### INSTRUCTIONS FOR THE TASK
Copy the data below in full, exactly as it appears.

Start of DATASET RECORDS

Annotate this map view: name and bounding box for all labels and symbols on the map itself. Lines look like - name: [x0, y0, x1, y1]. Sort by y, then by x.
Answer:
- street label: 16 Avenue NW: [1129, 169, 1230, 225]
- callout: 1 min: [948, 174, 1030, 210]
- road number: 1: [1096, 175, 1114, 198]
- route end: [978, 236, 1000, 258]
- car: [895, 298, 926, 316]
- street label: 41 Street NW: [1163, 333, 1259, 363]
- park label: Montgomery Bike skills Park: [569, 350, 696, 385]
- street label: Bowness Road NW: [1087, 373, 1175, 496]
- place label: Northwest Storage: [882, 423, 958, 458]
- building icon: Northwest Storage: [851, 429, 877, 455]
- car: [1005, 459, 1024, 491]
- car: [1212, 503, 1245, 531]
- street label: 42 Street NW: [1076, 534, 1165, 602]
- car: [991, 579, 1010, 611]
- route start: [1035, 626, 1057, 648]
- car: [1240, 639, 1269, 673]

End of DATASET RECORDS

### RESPONSE TO THE EXERCISE
Annotate this map view: name and bounding box for all labels and symbols on the map itself. Lines look like - name: [x0, y0, x1, y1]. Sort by y, then by x.
Answer:
- street label: 16 Avenue NW: [1129, 169, 1230, 225]
- callout: 1 min: [948, 174, 1030, 210]
- road number: 1: [1096, 175, 1114, 198]
- route end: [978, 236, 1000, 258]
- car: [895, 298, 926, 316]
- street label: 41 Street NW: [1163, 333, 1259, 363]
- park label: Montgomery Bike skills Park: [569, 350, 696, 385]
- street label: Bowness Road NW: [1087, 373, 1175, 496]
- place label: Northwest Storage: [882, 423, 958, 458]
- building icon: Northwest Storage: [851, 429, 877, 455]
- car: [1005, 459, 1024, 491]
- car: [1212, 503, 1245, 531]
- street label: 42 Street NW: [1076, 534, 1165, 602]
- car: [991, 579, 1010, 611]
- route start: [1035, 626, 1057, 648]
- car: [1240, 639, 1269, 673]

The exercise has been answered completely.